Seek Help from Professionals

Don’t be afraid to seek professional help. Consult your loved one’s therapist for tips on how to help them work through their distress. Always get permission before approaching a mental health service provider. 

If there are professional organizers in your area, make an appointment to get an extra pair of eyes and a set of helping hands.

The Hoarders911 professionals are available around the clock for all of your needs.

Help Hoarders Organize Their New Home

Once you’ve packed up and moved out, the next step is to unpack and move in! Taking the time to organize can minimize the chance of a future buildup of clutter and maximize the positive results of your hard work.

The following step by step guide will help you create a plan of action to organize the new home.

  • Step 1: Evaluate the Storage Space. Understanding how much storage is in the home will help you determine how to best utilize the space so that it serves your loved one’s needs. 

    The goal is to not simply stuff everything into closets and cabinets, but to keep things in such a way that they are functional. 

    If you need to purchase additional shelving or storage units, this is the time to address that.

    However, try to keep any furniture choices limited to what can be displayed nicely.

  • Step 2: Sort by Function. The easiest way to decide where something should go is how it will be used. Kitchen items such as blenders, pots and pans, or canned food, should be kept in the kitchen where they can be accessible. 

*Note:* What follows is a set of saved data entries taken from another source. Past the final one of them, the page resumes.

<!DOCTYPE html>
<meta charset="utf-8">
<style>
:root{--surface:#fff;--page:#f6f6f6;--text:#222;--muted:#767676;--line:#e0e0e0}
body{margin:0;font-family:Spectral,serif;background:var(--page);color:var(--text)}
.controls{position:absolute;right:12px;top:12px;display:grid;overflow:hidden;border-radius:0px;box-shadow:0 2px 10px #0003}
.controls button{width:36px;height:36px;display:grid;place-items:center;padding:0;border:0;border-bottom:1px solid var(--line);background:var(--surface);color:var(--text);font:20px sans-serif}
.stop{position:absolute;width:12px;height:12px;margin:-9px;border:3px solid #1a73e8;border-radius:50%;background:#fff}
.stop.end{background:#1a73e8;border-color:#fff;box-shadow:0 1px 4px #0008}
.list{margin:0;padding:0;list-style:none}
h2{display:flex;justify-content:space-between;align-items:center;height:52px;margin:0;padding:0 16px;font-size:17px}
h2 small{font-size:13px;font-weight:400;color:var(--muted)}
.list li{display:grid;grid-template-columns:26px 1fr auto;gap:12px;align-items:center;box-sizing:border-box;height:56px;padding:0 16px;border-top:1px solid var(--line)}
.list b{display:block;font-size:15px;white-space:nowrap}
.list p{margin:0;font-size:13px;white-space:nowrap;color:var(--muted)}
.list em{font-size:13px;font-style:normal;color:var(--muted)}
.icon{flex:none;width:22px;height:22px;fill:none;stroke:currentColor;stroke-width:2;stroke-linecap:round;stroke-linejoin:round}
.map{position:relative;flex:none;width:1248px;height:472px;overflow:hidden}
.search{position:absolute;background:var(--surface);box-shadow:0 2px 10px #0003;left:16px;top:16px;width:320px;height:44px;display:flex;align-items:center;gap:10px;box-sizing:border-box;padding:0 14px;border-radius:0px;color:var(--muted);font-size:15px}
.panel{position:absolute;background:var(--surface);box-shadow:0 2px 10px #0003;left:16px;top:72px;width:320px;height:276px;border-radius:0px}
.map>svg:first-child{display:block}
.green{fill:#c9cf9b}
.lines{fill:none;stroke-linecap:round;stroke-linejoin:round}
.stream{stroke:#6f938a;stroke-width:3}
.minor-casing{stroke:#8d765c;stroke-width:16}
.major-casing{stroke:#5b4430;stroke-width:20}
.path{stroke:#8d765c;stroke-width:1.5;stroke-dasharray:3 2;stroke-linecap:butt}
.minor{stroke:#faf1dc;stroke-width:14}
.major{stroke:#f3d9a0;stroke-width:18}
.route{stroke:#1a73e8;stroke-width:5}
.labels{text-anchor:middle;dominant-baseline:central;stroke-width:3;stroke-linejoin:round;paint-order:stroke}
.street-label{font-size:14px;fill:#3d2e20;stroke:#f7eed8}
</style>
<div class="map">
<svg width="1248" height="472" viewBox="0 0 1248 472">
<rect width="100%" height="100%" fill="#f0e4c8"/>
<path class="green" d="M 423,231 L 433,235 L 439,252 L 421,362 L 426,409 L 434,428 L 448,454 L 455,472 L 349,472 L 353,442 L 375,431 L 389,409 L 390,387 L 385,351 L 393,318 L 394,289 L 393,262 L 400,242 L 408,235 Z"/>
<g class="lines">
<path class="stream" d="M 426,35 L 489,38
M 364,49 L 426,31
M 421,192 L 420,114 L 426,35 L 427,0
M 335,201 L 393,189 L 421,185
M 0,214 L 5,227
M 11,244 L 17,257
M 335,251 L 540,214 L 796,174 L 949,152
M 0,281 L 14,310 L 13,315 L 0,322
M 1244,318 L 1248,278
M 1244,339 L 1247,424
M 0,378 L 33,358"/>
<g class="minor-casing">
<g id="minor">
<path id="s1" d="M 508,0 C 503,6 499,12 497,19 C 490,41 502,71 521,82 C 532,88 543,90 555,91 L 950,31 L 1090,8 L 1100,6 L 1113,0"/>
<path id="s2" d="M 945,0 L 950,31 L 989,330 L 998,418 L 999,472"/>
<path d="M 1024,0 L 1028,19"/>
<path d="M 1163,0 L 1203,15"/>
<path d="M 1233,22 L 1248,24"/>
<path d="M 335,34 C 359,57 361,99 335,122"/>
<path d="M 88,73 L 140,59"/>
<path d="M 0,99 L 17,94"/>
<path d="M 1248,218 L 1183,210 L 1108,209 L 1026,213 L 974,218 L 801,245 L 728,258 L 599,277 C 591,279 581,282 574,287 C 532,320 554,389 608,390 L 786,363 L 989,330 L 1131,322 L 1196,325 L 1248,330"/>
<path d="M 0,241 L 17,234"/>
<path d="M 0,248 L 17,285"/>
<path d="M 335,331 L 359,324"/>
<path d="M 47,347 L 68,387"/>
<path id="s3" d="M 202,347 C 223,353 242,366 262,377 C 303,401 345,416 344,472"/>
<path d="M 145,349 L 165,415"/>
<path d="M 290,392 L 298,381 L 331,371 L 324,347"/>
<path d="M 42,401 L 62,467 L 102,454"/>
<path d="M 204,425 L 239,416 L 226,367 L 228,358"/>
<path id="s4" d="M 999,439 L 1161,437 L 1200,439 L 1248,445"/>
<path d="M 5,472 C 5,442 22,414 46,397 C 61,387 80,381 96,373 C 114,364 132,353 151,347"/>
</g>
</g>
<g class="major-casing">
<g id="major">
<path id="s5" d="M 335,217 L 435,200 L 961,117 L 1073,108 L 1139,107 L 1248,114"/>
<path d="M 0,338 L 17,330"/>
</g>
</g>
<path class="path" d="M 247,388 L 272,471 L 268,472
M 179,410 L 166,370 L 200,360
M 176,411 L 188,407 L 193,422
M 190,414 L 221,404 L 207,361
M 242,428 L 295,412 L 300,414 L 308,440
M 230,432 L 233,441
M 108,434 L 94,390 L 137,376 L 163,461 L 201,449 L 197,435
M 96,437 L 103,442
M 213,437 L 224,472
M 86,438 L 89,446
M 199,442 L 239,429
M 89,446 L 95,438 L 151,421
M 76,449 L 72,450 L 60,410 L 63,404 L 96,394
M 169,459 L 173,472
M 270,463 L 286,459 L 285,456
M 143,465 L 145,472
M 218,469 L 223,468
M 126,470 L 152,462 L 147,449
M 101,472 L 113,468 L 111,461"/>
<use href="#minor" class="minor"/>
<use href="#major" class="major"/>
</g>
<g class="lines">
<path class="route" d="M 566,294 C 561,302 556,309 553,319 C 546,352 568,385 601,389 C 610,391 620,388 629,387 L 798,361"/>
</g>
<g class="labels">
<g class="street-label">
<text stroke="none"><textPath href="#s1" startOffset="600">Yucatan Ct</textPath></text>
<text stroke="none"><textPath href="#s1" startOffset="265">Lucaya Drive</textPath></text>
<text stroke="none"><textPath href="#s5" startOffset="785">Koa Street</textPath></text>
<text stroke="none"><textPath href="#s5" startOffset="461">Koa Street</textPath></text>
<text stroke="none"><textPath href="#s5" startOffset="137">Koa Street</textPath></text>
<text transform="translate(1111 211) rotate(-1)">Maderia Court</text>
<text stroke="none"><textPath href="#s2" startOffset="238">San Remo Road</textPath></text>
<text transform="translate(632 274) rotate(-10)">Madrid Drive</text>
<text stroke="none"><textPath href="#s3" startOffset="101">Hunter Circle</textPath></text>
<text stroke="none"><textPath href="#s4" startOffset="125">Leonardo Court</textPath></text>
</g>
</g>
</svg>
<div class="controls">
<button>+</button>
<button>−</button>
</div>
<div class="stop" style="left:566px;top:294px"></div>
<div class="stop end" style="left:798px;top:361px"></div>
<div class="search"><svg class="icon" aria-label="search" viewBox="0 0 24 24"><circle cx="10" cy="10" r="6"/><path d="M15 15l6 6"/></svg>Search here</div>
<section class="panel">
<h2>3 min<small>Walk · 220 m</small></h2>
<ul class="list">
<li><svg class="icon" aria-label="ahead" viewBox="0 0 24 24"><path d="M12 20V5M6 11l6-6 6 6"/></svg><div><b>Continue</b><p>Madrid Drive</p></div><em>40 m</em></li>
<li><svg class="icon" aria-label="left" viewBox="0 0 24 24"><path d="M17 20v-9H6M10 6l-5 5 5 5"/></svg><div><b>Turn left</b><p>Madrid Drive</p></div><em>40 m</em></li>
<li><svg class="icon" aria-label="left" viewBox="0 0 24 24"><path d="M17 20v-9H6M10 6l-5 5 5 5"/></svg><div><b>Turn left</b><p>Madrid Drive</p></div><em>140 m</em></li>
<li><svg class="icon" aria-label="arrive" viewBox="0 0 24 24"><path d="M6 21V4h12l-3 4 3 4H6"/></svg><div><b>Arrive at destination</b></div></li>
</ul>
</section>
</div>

    If a room has become full and it does not make sense to store the item somewhere else, it might be time to reconsider keeping it.

  • Step 3: Assemble. Once the storage has been planned out and the personal items have been sorted, it is time to put everything in its designated home. 

    Involving your loved one in this process will help them begin to develop the healthy habits that they need to reclaim their life.


People with a hoarding disorder display a chronic difficulty throwing things away.

Hoarders cling to personal possessions, or compulsively collect items because of a strong perception that keeping these items is vital. 

Often, the collection of items that a hoarder amasses will grow beyond a reasonable amount, causing hazardous clutter and unhealthy living conditions. 

While many hoarders consider themselves collectors, the main difference is that the hoarder will be unable to neatly display their collection and exhibit great distress even when faced with discarding items that do not have a clear purpose.